Just not in America, evidently.
U.S. pedestrian deaths are at their highest level since 1990. Possible explanations include wider roads, sprawling cities, heavier traffic in residential areas due to navigation apps and increasing distractions from digital devices. And according to victims’ families and safety advocates, the problem is a crisis state and local governments have been slow to address. Arren Kimbel-Sannit reports.
The Hubanks apartment complex is half-a-mile away from the signal crosswalks on Central and Seventh avenues. That’s a long way to walk for people who need to catch a bus to school or work.

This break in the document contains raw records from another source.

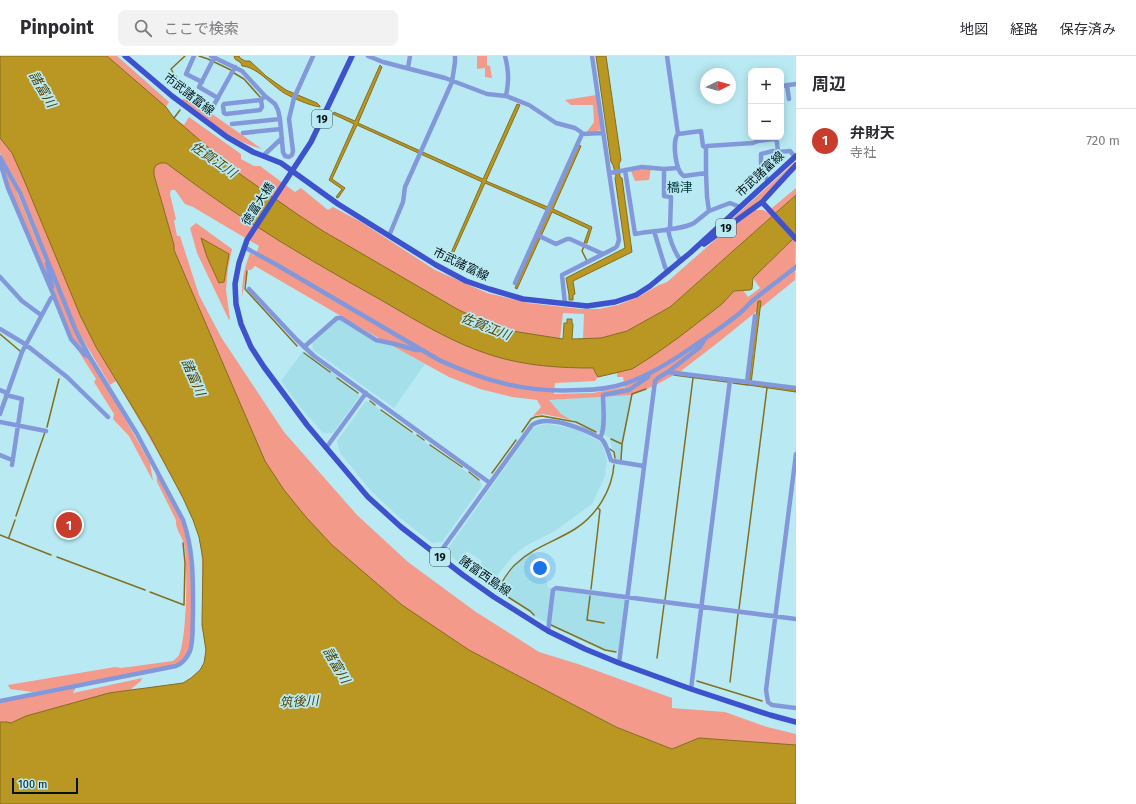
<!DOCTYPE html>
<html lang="ja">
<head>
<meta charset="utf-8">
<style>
	body { margin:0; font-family:"Fira Sans","Noto Sans JP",sans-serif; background:#f2f2f3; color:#2b2b33 }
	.controls { position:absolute; right:12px; top:12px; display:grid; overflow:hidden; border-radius:8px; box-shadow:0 2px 10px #0003 }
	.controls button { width:36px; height:36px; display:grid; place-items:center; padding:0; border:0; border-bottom:1px solid #e1e1e2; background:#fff; color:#2b2b33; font:20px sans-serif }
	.compass { position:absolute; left:700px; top:12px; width:36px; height:36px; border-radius:50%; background:#fff; box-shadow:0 2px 10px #0003; rotate:84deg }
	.scale { position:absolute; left:12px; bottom:10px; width:66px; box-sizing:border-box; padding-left:4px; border:2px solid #031417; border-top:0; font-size:11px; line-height:14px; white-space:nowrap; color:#031417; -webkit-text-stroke:3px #b9eaf3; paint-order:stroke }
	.you { position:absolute; left:540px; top:512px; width:14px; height:14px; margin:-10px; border:3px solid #fff; border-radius:50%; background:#1a73e8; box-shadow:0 0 0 6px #1a73e833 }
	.badge { display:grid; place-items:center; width:26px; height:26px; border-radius:50%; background:#c93c2b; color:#fff; font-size:13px; font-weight:700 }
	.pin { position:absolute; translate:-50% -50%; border:2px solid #fff; box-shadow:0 1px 4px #0006 }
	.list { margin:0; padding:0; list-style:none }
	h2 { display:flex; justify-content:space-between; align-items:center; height:52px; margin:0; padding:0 16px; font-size:17px }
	h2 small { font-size:13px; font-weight:400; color:#7c7c81 }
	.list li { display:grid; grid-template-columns:26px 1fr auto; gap:12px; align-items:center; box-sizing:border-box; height:64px; padding:0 16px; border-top:1px solid #e1e1e2 }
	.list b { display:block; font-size:15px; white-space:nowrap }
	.list p { margin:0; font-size:13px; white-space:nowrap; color:#7c7c81 }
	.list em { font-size:13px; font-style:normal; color:#7c7c81 }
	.icon { flex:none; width:22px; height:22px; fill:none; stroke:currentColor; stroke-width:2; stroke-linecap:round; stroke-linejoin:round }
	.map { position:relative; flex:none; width:796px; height:748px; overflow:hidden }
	header { display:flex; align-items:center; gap:24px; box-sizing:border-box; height:56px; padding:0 20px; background:#fff; border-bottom:1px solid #e1e1e2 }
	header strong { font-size:19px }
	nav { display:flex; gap:22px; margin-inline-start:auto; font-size:14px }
	.search { width:280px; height:36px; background:#f2f2f3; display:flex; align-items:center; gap:10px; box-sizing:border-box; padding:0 14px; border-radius:8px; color:#7c7c81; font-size:15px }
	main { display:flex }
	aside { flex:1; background:#fff }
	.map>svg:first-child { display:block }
</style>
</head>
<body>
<header>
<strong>Pinpoint</strong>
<div class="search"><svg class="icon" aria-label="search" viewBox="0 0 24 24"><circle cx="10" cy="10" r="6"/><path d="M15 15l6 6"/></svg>ここで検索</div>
<nav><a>地図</a><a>経路</a><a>保存済み</a></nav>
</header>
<main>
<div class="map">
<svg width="796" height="748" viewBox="0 0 796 748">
	<rect width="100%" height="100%" fill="#b9eaf3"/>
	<path fill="#a5dfea" d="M338,264H341L375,285L389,288L425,308L394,352L313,294L312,287Z
		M303,295L358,336L359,341L333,377H323L301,352L281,325Z
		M632,339L623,389L621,409L616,408L613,395L609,381L561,358L548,344Z
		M366,345L369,346L479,425L482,430L442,486L432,487L399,461L371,435L340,397L337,385Z
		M548,368L576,373L602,387L607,404L605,420L592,448L555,475L527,489L514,499L498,518L492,531L476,519L482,505L467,495L460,507L453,502L449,491L533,372L540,369Z
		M532,496L545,508L543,511L548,531L552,533L626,543L619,595L605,594L533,560L530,554L498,534L516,508Z"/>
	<path fill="#f39a8a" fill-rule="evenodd" d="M98,0H117L169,46L166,51L174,62L184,69L189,61L241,98V103L254,110H260L295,136L301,132L328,154L333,151L361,166L435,214L487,237L528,247L581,253H599L618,249L638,241L659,229L667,226L715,184L755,154H763L767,156L796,132V139L670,251L627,275L601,282L583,283L584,258L563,257L560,283H563L558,288L472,268L320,178L209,103Z
		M477,0H487V9L490,10L492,22L485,21V12L477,13Z
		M596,39L601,74L586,77L594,66L593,49H571L565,44Z
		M188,41L262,93C231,85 206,62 181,44Z
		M0,72L11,88L204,477L208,590L204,613L180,633L15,668L0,670V647L76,631L73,637L142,622L141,625L131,633C153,631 185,633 200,615C210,601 203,583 202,568C201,539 205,511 199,483C195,463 183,443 174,425C155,391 136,358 116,325L110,329L78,275L17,127L0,97Z
		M155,100L494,294L678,282L722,248L734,235L743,234L748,241L760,232L753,222L796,180L795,224L720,285L681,315L656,329L632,339L549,344L561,358L572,364L543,358L533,360L541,351L537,344L512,341L480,333L449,321L389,288L255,210L251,214H247L242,241C242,225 244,212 250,197L255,200L259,190L193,151L185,148L175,134H171L170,138L176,163L174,165L177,180H180L199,239L221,281L284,376L357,459L408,506L476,556L539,596L578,608L672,642V652L725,656L767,671L796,678V701L672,693L616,671L440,590L317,479L261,406L173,200L151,120ZM617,317V321H623L625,331L593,337L554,338L555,327L595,325L598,321Z
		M796,105L773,132L746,156L719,175Z
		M2,107L13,127L44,202L49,228L9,130Z
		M651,112L649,124L635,125L631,115Z
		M196,167L232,193L228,212L226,234L230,263L229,264L197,197L190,172Z
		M48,210L86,297L71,280L54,235Z
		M74,288L89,303L111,338L150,407L153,425L129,380L113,363L114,358L94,326L96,323Z
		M156,413C165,431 176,449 183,468C193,496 192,526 191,555C191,568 193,582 189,594C186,603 179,607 172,610L33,636L10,633L8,629L115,611L121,612L173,605C175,603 178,601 179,599C187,583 188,505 184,488C182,480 175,473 176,464L157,426Z"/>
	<path fill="#ba9623" stroke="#836f1f" d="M0,0H107L166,51L174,62L237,116L297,158L323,175L457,253L486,267L512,275L563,283L564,267H567V263H572V267L573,268L572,283L601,282L627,275L670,251L796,139V180L753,222L752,233L750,234L734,235L722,248L678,282L651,301L632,313L598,321L593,312C561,312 526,310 494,300C454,288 417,265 381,244C336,219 291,193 248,165C220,147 193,127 166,107H161L156,109L154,113V119L174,189V194L265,405L284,434L306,461L332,489L402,549L469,594L616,671L672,693L699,682L796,689V748H0V666H7L11,667L26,660L109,637L183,627L191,622L200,614L204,607L206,594L202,569L203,503L199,481L193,464L183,442L150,380L96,291L80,259L24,124L12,97L0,82Z
		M234,0H239L240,2L245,5H250L266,20L286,34L317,47L320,50V51C308,49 295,43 284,37C270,28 257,11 242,10L241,7L235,3Z
		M596,0H606L621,104L619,108L620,121L622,122L632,196L573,225L575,238L573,239V244H569V239L566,222L625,192L615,122L616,120L613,109L611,106Z
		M380,9L382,11L358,67L483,123L517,48L520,49L486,125L550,152L578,89L581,90L553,153L592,171L587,187H584L589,173L552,156L517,233L515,232L549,155L485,127L449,207L447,206L482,126L357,69L332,123L345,132L338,142L336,141L342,133L329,124L354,68L333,58L334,56L355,65Z
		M201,182L229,198L224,226L219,227L207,201Z
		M758,245H761L751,328L796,334V336L748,329L749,328Z"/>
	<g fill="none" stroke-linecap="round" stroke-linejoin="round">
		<path stroke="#836f1f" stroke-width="1.5" d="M185,0L171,13C176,23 187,29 190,41L187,45
			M199,0L208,3L231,14
			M234,17L244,23L260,41
			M174,62L180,54
			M584,190L582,195L587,205
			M247,215L245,233L297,290
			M0,278L20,295
			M304,297L330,316
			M674,319L728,326
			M337,322L358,337
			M733,327L748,329
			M370,345L375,349
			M381,354L412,376
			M47,371L59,323
			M522,376L531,363L535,361L542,360L576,366L596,376
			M417,379L424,384
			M611,383L622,388L621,404
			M622,388L632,338L646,333
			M430,389L462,411
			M610,393L614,396L615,402
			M469,416L479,424
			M492,417L516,384
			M16,460L45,376
			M0,479L51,499
			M9,481L15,464
			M57,501L145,534
			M591,533L600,454L598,452
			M150,536L184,549L185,507L183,487
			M590,540L587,564L604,567
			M665,544L693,322
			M739,553L767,332
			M534,559L530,555L497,534C503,525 509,513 517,507C534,491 556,485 575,473C597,459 612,434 614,409
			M551,569L605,594L616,596
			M657,602L664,549
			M697,625L762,645
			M730,626L738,558"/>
		<path stroke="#8398da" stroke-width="4.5" d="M194,0L186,18L202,26
			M211,0L242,15L265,40L275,48L278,54L280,63L283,96L285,100L289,101L292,99L293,95L289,63L294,42L313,0
			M215,0L199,31L218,42
			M368,0L383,6L445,22L487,38L506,40L529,49L556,67L575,72L581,76L582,78
			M505,0C509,16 509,24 506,40
			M667,0L678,78
			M408,12L410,0
			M787,29L789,43
			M781,30L796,28
			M261,44L224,48L223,50L224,57L226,58L260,54L262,51L261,44L265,40
			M210,56L235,11
			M232,68L280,63
			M243,77L281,73
			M582,78L603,77
			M774,81L777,86L778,96L790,95L795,101
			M706,92L707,90L753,87L758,85L774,83
			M264,99L282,82
			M0,101L20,137L76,275L89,300L137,378L183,464C194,495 193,526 193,558C192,570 194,583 190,595C187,602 183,607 176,610L0,645
			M664,113V140L671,141L670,173
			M625,114L635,178C652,174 679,175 694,167C699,163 704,159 709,155
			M610,117L642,111L664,113L678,112
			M706,117V92L703,90L701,75L678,78C672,84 675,115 684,120L706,117L707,141L709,155L730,147L740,151
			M768,126L761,108V98L773,95L778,96
			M668,173C670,185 674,195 681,205
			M654,175L665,211L668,216
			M537,179L556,188L567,183H570L603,198
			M389,180L403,146L405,131L452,26L455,6V0
			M244,191L277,209L439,304C487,326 527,337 579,334C595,334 612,332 627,327C649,319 669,307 688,294C706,282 724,270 740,257C744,254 747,250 751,246C765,234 781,223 796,211
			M47,207L52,231
			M0,221L22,245L41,259
			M515,227L582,78
			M249,233L297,284L314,300L490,427
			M53,238L71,283L85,299L89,300
			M565,248L562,219L615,192L617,190L619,184L592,0
			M0,273L25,288L67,321L108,361
			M304,291L337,262H341L376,284L395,288L416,294H423
			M668,316L700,291L704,284
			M747,326L755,260
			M0,334L7,337
			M6,339L22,343L12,409
			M0,358L22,296L51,242L54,240L8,132L0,106L1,103
			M0,366L46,375
			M600,382C606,373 603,350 603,339L629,334L648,321L649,318
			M326,392L366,337
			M796,398L766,634L768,646L772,649L796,652
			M0,399L12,404
			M438,499L532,369C548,358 584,373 600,382C606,385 608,397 611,404L613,405L644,410
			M548,575L553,534L556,532L796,563
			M619,607L655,325L658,322L668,316L796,332
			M691,633L730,324"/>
		<path stroke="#3d52cc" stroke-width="5.5" d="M125,0L172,40L227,81L253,96L281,107L338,148L436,209L466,225L489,233L523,243L587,250L615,246L636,239L650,230L690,197L796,100
			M352,0L311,86L247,184L239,207L235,228L236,248L241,268L251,291L264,311L307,369L368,441L401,471L463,519L494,541L548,575L585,593L619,607L691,633L770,659L796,666
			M762,146L796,183
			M704,188L762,146L796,109"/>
	</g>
	<g text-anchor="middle" stroke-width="3.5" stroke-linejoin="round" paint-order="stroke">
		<g fill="#b9eaf3" stroke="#3a5459" stroke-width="1">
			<rect x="312" y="54" width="20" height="18" rx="3"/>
			<rect x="716" y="163" width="20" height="18" rx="3"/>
			<rect x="430" y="492" width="20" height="18" rx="3"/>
		</g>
		<g font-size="11" font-weight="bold" fill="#031417">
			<text x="322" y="67">19</text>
			<text x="726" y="176">19</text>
			<text x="440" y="505">19</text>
		</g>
		<g font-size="12" fill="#031417" stroke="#b9eaf3">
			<text transform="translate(189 38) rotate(38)" y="4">市武諸富線</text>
			<text transform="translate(760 118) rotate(-43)" y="4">市武諸富線</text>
			<text transform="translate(258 148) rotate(-57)" y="4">徳富大橋</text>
			<text transform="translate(461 208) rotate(26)" y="4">市武諸富線</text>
			<text transform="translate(485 520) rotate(35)" y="4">諸富西島線</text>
		</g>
		<g font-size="13" font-style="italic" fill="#534102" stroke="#b9eaf3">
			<text transform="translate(43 33) rotate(59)" y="5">諸富川</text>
			<text transform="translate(214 103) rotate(35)" y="5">佐賀江川</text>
			<text transform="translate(486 270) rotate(21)" y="5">佐賀江川</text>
			<text transform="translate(194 321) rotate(66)" y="5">諸富川</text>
			<text transform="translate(337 609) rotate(59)" y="5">諸富川</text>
			<text transform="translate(299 645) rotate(-3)" y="5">筑後川</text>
		</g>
		<g font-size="13" fill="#03373e" stroke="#b9eaf3">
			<text x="680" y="136">橋津</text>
		</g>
	</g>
</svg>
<div class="controls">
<button>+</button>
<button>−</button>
</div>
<svg class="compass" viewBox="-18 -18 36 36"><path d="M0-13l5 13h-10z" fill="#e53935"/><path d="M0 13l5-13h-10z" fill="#7c7c81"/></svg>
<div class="scale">100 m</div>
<div class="you"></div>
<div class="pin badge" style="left:69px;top:469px">1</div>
</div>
<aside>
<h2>周辺<small></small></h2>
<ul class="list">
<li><span class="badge">1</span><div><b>弁財天</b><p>寺社</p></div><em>720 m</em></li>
</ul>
</aside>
</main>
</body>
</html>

National advocacy groups say deaths like Keshawn’s are more common in low-income areas. It’s evident in Southern California, where residents in underserved neighborhoods are waiting for safer streets.
The couple wants safer roads and safer drivers. They know changing laws and minds is a challenge. But it’s not impossible. The European Union has seen a 36 percent decline in pedestrian deaths between 2007 and 2016. Experts say it’s because, unlike the U.S., the E.U. has found ways to redesign vehicles and roads to reduce pedestrian deaths.